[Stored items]
== Segment start ==
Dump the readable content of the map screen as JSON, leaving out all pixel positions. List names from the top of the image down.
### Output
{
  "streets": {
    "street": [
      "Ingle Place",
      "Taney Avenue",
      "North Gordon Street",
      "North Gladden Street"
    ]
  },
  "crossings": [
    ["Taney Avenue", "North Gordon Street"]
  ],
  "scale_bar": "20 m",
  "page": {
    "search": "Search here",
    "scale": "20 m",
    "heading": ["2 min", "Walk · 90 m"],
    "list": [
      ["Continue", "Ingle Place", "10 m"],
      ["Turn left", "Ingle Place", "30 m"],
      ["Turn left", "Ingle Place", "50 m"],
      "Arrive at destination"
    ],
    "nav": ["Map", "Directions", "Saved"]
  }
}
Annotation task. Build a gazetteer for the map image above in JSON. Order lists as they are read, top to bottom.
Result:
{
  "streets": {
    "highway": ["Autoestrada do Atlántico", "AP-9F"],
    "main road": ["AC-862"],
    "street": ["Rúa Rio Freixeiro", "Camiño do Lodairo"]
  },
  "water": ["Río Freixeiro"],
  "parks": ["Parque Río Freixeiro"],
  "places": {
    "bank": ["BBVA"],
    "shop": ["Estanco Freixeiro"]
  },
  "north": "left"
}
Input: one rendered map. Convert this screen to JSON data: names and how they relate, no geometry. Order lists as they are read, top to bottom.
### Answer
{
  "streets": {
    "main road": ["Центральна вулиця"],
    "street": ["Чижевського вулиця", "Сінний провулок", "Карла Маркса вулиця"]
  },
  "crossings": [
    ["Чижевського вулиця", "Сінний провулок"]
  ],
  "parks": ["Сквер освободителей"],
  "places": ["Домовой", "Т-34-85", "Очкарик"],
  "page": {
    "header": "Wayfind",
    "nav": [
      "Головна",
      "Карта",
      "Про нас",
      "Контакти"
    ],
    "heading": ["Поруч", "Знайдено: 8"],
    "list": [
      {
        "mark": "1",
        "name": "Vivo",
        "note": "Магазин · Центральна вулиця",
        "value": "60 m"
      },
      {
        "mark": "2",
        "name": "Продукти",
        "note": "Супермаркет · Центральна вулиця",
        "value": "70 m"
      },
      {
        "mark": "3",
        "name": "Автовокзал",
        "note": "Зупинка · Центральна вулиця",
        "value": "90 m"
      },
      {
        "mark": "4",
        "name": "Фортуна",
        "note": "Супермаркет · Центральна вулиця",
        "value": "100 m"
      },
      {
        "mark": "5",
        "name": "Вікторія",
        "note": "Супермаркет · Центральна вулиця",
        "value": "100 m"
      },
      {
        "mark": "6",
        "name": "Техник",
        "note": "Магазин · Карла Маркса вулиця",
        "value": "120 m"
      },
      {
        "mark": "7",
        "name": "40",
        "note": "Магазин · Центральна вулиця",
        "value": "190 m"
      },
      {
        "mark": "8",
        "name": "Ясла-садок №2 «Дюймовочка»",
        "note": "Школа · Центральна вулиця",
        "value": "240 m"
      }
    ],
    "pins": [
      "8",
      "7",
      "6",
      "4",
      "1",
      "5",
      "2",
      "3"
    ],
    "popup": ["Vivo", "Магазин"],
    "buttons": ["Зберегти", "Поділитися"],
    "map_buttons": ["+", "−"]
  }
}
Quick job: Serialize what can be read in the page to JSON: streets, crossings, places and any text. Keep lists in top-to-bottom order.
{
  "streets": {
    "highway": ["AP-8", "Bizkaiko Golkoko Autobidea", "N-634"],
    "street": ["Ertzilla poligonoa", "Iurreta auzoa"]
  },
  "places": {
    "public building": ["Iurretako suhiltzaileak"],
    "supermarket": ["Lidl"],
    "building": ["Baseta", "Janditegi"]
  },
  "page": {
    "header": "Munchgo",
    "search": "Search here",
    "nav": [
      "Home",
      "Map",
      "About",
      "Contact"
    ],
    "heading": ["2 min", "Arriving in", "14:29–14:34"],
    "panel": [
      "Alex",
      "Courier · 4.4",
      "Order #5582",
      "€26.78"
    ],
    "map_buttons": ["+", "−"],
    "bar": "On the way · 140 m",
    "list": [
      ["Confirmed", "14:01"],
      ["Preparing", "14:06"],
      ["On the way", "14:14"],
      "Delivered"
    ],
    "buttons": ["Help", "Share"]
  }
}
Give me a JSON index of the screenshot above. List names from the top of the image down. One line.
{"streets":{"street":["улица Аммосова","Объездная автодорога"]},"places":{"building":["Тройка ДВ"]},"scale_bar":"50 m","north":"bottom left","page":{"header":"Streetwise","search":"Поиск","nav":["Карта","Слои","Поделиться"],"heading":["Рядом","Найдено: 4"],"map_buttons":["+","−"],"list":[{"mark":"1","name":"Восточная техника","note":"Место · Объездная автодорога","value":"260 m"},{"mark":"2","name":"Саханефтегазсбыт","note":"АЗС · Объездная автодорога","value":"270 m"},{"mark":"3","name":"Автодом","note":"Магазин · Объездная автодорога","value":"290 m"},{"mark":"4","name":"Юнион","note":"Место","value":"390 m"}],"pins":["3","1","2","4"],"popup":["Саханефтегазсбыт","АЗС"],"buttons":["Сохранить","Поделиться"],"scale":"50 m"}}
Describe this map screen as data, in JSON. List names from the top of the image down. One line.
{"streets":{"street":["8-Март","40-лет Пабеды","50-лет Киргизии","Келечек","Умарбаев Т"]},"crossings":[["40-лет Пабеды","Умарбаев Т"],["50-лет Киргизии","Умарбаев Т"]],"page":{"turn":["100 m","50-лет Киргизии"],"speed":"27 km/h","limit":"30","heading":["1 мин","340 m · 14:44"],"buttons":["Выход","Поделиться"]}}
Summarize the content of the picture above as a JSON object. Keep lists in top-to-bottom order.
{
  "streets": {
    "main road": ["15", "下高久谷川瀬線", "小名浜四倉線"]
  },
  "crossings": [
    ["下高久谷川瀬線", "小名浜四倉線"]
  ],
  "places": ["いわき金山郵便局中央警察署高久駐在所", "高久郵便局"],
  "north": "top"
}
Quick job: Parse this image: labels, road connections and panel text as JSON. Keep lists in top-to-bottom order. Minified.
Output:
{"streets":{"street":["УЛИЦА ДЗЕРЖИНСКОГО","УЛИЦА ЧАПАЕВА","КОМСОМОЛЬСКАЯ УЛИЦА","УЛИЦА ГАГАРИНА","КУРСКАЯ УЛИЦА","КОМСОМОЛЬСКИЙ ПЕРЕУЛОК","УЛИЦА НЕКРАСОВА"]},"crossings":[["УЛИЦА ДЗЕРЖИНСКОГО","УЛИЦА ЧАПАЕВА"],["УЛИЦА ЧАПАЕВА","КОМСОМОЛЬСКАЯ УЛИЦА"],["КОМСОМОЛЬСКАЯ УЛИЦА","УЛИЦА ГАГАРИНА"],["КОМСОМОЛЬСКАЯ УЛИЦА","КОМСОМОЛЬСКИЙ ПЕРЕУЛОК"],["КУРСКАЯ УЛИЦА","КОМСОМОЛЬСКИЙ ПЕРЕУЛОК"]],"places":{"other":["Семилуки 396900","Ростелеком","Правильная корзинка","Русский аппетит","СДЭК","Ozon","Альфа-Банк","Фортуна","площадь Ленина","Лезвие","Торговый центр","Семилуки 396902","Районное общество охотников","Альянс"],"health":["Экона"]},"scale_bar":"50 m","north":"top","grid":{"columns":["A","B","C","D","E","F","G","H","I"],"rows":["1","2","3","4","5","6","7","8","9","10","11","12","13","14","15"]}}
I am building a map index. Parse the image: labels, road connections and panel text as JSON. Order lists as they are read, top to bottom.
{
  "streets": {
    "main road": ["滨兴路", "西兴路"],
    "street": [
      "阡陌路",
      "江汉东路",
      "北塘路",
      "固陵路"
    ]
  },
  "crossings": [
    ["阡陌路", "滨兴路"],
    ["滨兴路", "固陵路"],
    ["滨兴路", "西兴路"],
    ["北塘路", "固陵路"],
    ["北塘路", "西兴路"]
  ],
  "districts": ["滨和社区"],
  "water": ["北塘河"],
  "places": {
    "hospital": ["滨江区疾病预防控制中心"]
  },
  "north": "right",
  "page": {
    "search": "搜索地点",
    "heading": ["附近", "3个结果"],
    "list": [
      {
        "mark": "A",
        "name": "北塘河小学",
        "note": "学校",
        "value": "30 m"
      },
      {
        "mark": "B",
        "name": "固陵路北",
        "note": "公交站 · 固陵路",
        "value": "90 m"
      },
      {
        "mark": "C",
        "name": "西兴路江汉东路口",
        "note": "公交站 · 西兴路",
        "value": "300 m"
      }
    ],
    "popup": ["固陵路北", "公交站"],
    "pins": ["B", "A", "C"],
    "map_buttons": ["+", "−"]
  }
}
== Segment end ==
Exactly how many lines in the data above hold "down"? State that number only.

3